Using the data below, return every line that holds the word "strokeStyle".
--- Record extracts Enclosed Below ---
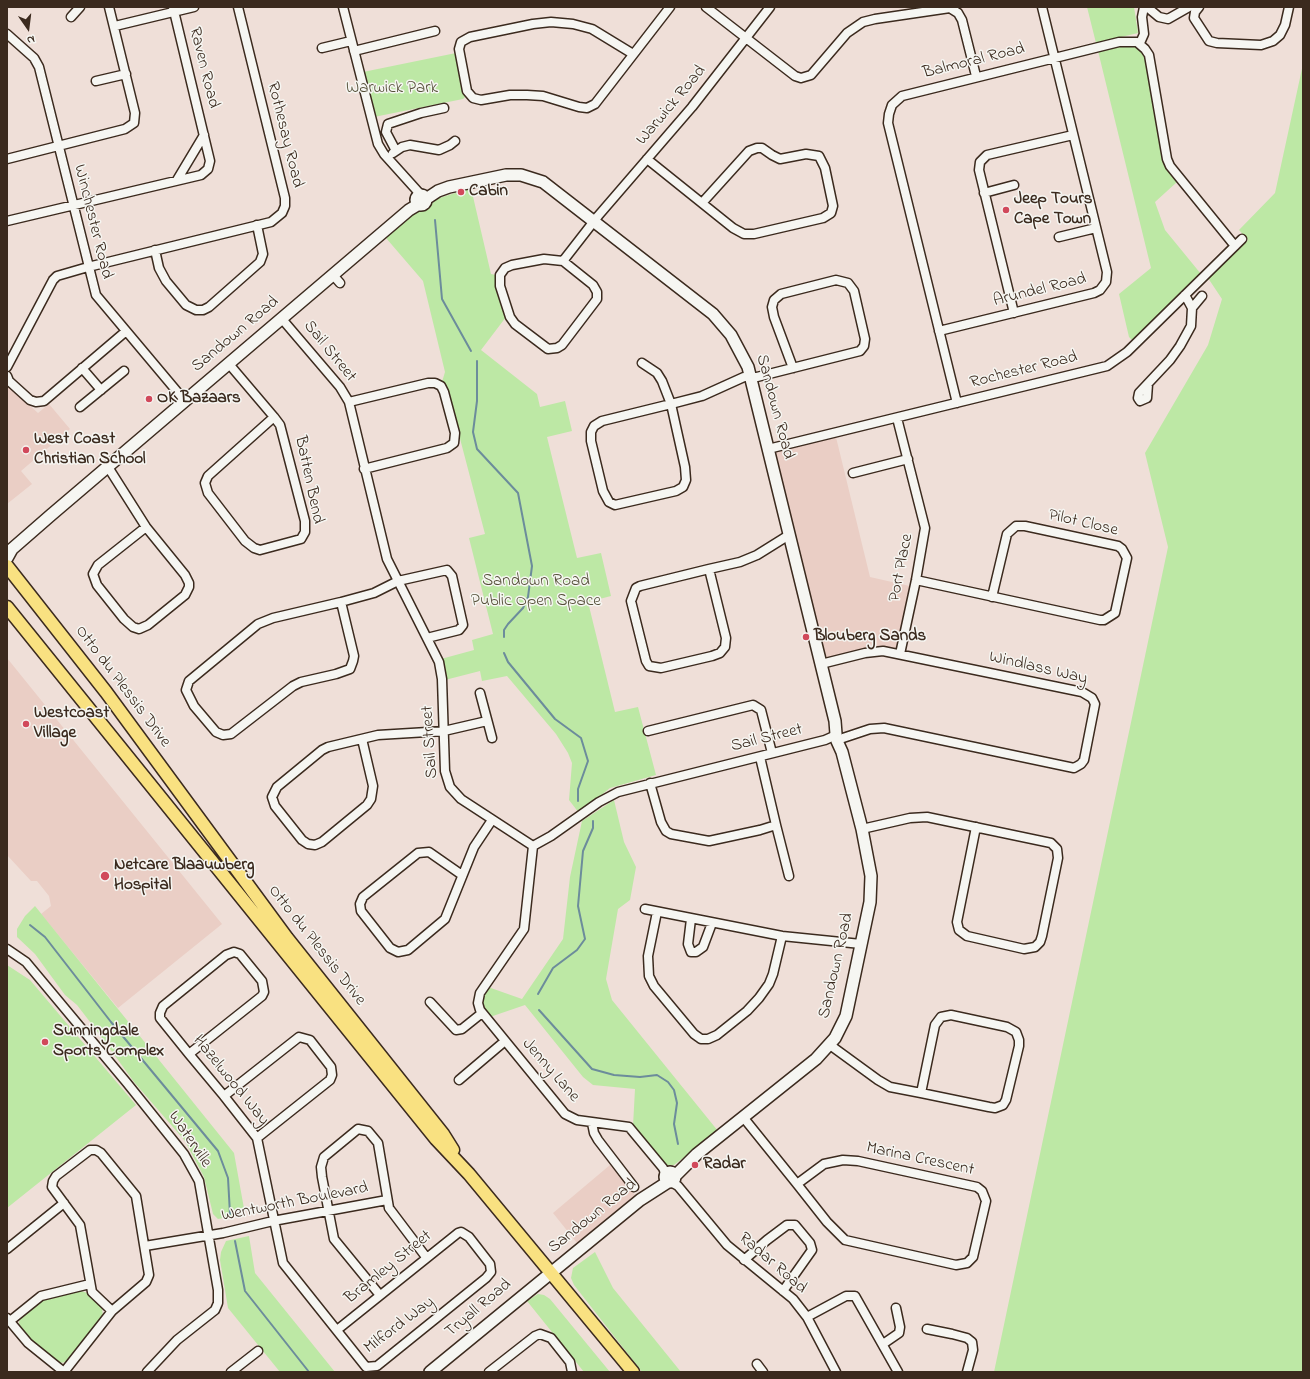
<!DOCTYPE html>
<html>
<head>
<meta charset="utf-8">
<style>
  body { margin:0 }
  #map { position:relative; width:1310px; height:1379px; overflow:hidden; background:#efdfd8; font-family:"Indie Flower",sans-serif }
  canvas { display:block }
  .frame { position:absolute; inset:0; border:8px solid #3b2a1e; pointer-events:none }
  .north { position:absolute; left:8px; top:8px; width:40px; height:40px; -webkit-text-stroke:3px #f6f6f2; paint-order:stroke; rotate:166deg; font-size:11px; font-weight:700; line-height:16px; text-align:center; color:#3b2a1e }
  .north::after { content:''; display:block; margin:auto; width:14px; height:18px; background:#3b2a1e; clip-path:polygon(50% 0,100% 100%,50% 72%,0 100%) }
</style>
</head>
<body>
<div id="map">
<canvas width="1310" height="1379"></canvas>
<div class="frame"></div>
<div class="north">N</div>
</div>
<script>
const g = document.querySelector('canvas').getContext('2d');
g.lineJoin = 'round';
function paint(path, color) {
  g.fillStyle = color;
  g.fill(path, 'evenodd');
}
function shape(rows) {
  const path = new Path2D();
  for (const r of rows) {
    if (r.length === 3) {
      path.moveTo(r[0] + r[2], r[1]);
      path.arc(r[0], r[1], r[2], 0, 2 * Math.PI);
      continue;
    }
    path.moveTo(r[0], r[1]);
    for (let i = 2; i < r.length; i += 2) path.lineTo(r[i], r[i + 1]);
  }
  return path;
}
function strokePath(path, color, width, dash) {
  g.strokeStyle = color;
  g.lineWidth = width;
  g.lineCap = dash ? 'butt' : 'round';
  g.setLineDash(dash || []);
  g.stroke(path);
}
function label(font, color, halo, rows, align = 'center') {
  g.font = font + ' "Indie Flower",sans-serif';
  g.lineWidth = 3;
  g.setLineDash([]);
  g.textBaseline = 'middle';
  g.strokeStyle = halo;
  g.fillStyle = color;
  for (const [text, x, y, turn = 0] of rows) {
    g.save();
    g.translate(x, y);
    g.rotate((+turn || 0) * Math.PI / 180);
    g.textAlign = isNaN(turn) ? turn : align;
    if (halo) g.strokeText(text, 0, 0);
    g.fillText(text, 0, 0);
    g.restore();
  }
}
const built = shape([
  [7,385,38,413,49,404,70,429,21,471,32,484,7,504],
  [835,433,870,577,914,587,899,653,883,651,820,663,768,449],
  [7,658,222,924,118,1008,41,914,51,906,49,896,37,881,31,881,7,855],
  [610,1165,635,1195,577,1243,553,1213]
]);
const green = shape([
  [1087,7,1134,7,1138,33,1096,43],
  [1127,44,1139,47,1146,57,1166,165,1177,182,1155,202,1165,230,1201,274,1133,341,1129,337,1119,294,1151,268,1098,51],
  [456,53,465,97,463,99,374,117,363,72],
  [1303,64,1303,1372,994,1372,1168,547,1145,453,1208,345,1222,299,1208,278,1248,240,1239,230,1275,193],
  [471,188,491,274,496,275,497,288,506,317,481,350,537,394,540,407,565,401,572,431,547,437,577,558,601,553,611,596,588,602,615,712,638,707,656,775,610,788,579,813,569,800,572,763,568,753,556,734,507,676,482,681,480,671,445,680,441,659,474,650,472,640,493,634,469,538,485,534,447,389,442,382,445,372,423,281,386,238,416,212,429,207,436,199],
  [614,800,624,842,636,867,630,900,618,909,606,979,612,1000,718,1131,674,1165,664,1165,633,1126,635,1089,593,1085,583,1077,525,1005,490,1017,482,1005,482,997,488,987,522,999,563,939,570,877,582,821],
  [35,906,234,1153,245,1214,218,1219,213,1214,204,1177,185,1141,134,1082,97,1031,77,1005,65,995,35,954,17,937,17,929,25,916],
  [7,965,30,980,136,1105,7,1208],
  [249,1236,255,1273,335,1372,280,1372,228,1308,220,1260,221,1252,226,1241],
  [595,1252,613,1288,681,1372,642,1372,574,1285,571,1278,573,1268],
  [81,1291,88,1293,102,1308,103,1317,67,1362,59,1363,27,1338,19,1327,19,1322,21,1317,45,1297],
  [538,1294,544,1295,550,1299,610,1372,584,1372,527,1301]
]);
const stream = shape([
  [435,220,442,299,471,351],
  [477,361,477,401,473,432,477,449,518,493,532,566,528,597,523,608,508,624,504,630,504,637],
  [504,653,508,662,555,719,581,738,588,761,578,789,578,801],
  [30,925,45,937,111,1022,218,1151,228,1178,230,1214],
  [538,994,553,968,577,950,585,939,578,906,583,851,593,828,593,821],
  [539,1010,592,1069,614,1075,640,1077,657,1075,668,1082,674,1090,677,1103,674,1124,678,1144],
  [235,1241,245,1291,309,1372]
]);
const street = shape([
  [343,7,378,144,384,154,421,195],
  [706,7,795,76,801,78,811,75,847,33,863,22,875,19,950,8,958,13,962,20,976,76],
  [1147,7,1159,17,1168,19,1189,7],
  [1199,7,1195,12,1194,18,1209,41,1217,43,1261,45,1273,41,1280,35,1285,25,1289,7],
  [71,17,80,7],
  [115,26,194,7],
  [7,34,34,58,39,67,96,295,185,401],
  [1140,43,1144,34,1142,17,1144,7],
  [322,48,351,41],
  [354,51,435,31],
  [633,54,592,29,573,24,551,22,533,24,470,37,461,42,459,49,467,91,473,98,481,100,510,95,527,95,543,96,579,107,587,108,595,104,670,7],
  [96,81,126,74],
  [396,151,386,132,388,124,421,113,444,108],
  [393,153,402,147,410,145,439,150,450,145,455,141],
  [7,159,125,129,134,123,135,113,109,7],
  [647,159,733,228,744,234,754,234,823,218,831,213,833,206,825,168,819,156,806,154,780,159,772,155,762,148,757,148,749,151,702,203],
  [177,180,204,135],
  [984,193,1014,185],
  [7,221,201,175,208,169,210,161,173,7],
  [1059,237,1096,228],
  [155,250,159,268,166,281,186,305,196,310,203,310,209,307,260,262,263,254,257,225],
  [563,261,544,259,512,265,505,268,500,275,500,286,510,317,515,324,548,349,557,348,562,345,597,299,597,292,593,285,563,261,598,216,692,107,770,7],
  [333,275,340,283],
  [1192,308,1202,296],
  [1014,313,979,170,980,162,987,155,1073,135],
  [282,319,340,387,349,402,387,559,439,662,442,679,445,771,450,787,461,799,533,846,551,836,599,802,618,792,825,740,834,736],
  [939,331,1094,293,1100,290,1106,282,1107,272,1042,7],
  [642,363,657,373,662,381,671,404,685,467,686,480,683,487,676,491,615,505,609,502,603,491,591,441,591,432,594,426,602,421,671,404,702,396,744,377,757,377,860,351,864,346,865,339,854,291,848,283,836,280,781,294,774,300,772,307,774,317,793,368],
  [229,364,274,417,280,425,305,521,305,532,301,539,260,550,254,548,245,541,208,493,205,483,208,476,274,417],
  [7,367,53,280,57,276,88,267,271,222,282,213,285,206,285,198,238,7],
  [82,368,101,390],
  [7,376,9,381,30,400,36,402,44,401,125,332],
  [1148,384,1147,398,1140,401,1138,398,1139,393,1170,360,1180,346,1191,326,1192,308,1185,295],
  [349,402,428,383,435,383,441,386,444,392,455,433,454,443,447,448,364,469],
  [957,403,888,123,889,114,892,105,902,96,1119,42,1137,42,1145,49,1149,55,1167,159,1170,166,1235,246],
  [80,407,124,371],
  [897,418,925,528,916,580,900,654],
  [768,449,1107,366,1127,352,1242,239],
  [108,467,146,527,185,575,189,583,189,587,185,595,148,625,139,629,133,627,124,619,97,585,93,574,98,565,146,527],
  [853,473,908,459],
  [709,569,726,638,725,647,720,653,712,656,661,668,649,666,646,661,631,601,636,588,640,586,709,569,740,562,757,555,789,535],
  [916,580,1100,620,1104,620,1115,613,1127,558,1122,549,1118,546,1025,526,1016,526,1007,534,992,597],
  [341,602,354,656,353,661,350,669,336,674,301,682,293,686,231,734,223,735,216,732,194,706,186,690,189,681,258,624,273,618,341,602,374,593,398,581,447,570,452,576,463,625,459,630,427,638],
  [821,664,865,653,883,651,1082,692,1092,698,1095,704,1084,760,1081,764,1074,768,884,728,870,729,843,738],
  [480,693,492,738],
  [648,731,753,705,761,710,772,753],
  [362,739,373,786,371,799,367,805,322,842,315,845,308,844,302,840,275,806,272,797,277,787,322,750,328,747,378,735,444,731,487,721],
  [650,783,661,822,666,831,671,834,709,841,760,830,776,825,760,757],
  [776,825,789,876],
  [862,829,910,818,927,817,1051,843,1057,849,1058,858,1042,936,1040,942,1035,947,1024,949,967,936,959,930,957,922,976,827],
  [533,846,524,929,480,993,478,1003,480,1010,565,1114,577,1120,629,1127,663,1168,666,1175],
  [462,875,429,852,418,853,363,897,360,904,361,911,390,948,398,952,408,950,445,919,474,847,492,820],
  [645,909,782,936,861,944],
  [657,912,648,956,649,976,654,986,694,1034,701,1039,708,1039,717,1035,747,1011,759,998,769,984,773,974,782,936],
  [691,919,688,944,691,952,696,952,703,947,712,923],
  [7,949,26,962,127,1083,184,1154,199,1181,218,1290,218,1303,215,1310,177,1340,147,1372],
  [430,1002,456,1030,462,1029,482,1013],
  [830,1045,878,1080,890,1087,921,1093,989,1107,995,1108,1003,1105,1006,1100,1019,1046,1019,1040,1016,1032,1007,1027,951,1015,941,1017,935,1025,921,1093],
  [189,1054,262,996,264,992,262,981,240,954,234,952,226,955,163,1006,160,1013,160,1018,189,1054,224,1096,257,1138,283,1263,366,1367,377,1366,486,1278,491,1272,490,1264,469,1237,461,1232,458,1233,337,1330],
  [459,1080,505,1041],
  [224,1096,299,1037,310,1040,331,1067,332,1075,330,1080,257,1138],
  [743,1117,797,1184,827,1222,845,1240,956,1265,967,1263,973,1257,986,1201,982,1191,977,1187,858,1161,843,1160,824,1164,797,1184],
  [592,1123,594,1133,598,1140,634,1187],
  [671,1182,678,1186,727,1245,793,1299,807,1317,836,1372],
  [145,1246,223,1233,273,1221,387,1200],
  [7,1249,64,1203],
  [744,1260,767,1240,787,1225,795,1225,810,1243,812,1250,783,1291],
  [379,1294,334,1239,322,1177,321,1167,324,1157,358,1129,368,1131,378,1143,389,1208,426,1257],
  [807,1317,846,1296,855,1296,898,1372],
  [7,1318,28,1343,64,1372],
  [10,1321,41,1296,90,1284],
  [927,1329,952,1334,967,1338,972,1342,973,1350,967,1372],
  [883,1344,899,1333,900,1327,896,1308],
  [757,1364,763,1372],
  [64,1372,112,1311,146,1282,149,1275,136,1196,101,1153,96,1150,90,1150,56,1176,53,1181,52,1187,80,1225,92,1292,112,1311],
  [231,1372,258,1351],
  [489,1372,535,1336,540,1334,551,1338,570,1362,572,1372]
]);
const secondary = shape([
  [421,200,5],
  [426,199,438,191,449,187,506,175,521,175,543,182,713,314,731,335,748,367,835,721,836,734],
  [7,558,12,549,51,515,409,210,419,204],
  [670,1177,5],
  [675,1176,697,1154,816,1059,835,1038,846,1016,870,902,871,876,862,829,842,752,837,741],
  [430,1372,640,1200,668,1182]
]);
const primary = shape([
  [7,566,106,692,287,938,443,1134,453,1150],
  [7,607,436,1139,469,1174,633,1372]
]);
const markers = [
  [461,192,4,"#d1495b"],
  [1006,210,4,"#d1495b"],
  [149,399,4,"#d1495b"],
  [26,450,4,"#d1495b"],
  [806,637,4,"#d1495b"],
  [26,724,4,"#d1495b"],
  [105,876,5,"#d1495b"],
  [45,1042,4,"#d1495b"],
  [695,1165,4,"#d1495b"]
];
const streetNames = [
  ["Balmoral Road",974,62,-14],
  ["Raven Road",203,68,76],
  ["Warwick Road",672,106,-50],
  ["Rothesay Road",284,135,76],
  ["Winchester Road",92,222,76],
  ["Arundel Road",1040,291,-14],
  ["Sandown Road",236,335,-40],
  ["Sail Street",329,352,51],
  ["Rochester Road",1024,371,-14],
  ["Sandown Road",774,407,75],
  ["Batten Bend",308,480,78],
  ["Pilot Close",1083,524,13],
  ["Port Place",902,568,-79],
  ["Windlass Way",1038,669,13],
  ["Otto du Plessis Drive",122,687,53],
  ["Sail Street",767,739,-14],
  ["Sail Street",431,742,-94],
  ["Otto du Plessis Drive",316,946,52],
  ["Sandown Road",837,966,-77],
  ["Jenny Lane",550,1071,49],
  ["Hazelwood Way",230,1081,51],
  ["Waterville",189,1140,56],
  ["Marina Crescent",920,1160,12],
  ["Wentworth Boulevard",295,1203,-11],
  ["Sandown Road",593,1217,-39],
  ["Radar Road",772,1264,41],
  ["Bramley Street",389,1268,-39],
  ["Tryall Road",479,1309,-40],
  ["Milford Way",400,1326,-37]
];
const parkNames = [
  ["Warwick Park",392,89],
  ["Sandown Road",536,582],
  ["Public Open Space",536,602]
];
const poiNames = [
  ["Cabin",469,192],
  ["Jeep Tours",1014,200],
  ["Cape Town",1014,220],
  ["OK Bazaars",157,399],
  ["West Coast",34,440],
  ["Christian School",34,460],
  ["Blouberg Sands",814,637],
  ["Westcoast",34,714],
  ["Village",34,734],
  ["Netcare Blaauwberg",114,866],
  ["Hospital",114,886],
  ["Sunningdale",53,1032],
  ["Sports Complex",53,1052],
  ["Radar",703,1165]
];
paint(built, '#eacec5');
paint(green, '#bde8a5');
strokePath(stream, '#6c8c9b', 2);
strokePath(street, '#3b2a1e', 11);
strokePath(secondary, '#3b2a1e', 14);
strokePath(primary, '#3b2a1e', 15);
strokePath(street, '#f6f6f2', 8);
strokePath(secondary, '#f6f6f2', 11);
strokePath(primary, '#f9e181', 12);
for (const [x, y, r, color] of markers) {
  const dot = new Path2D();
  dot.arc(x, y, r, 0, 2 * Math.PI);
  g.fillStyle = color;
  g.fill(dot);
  strokePath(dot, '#f6f6f2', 1.5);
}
label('17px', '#3b2a1e', '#f6f6f2', streetNames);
label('17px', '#555039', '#f6f6f2', parkNames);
label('bold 17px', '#3b2a1e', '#f6f6f2', poiNames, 'left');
</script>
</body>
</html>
--- End of Enclosed Record extracts ---
▶ **Result of the exercise**:
  g.strokeStyle = color;
  g.strokeStyle = halo;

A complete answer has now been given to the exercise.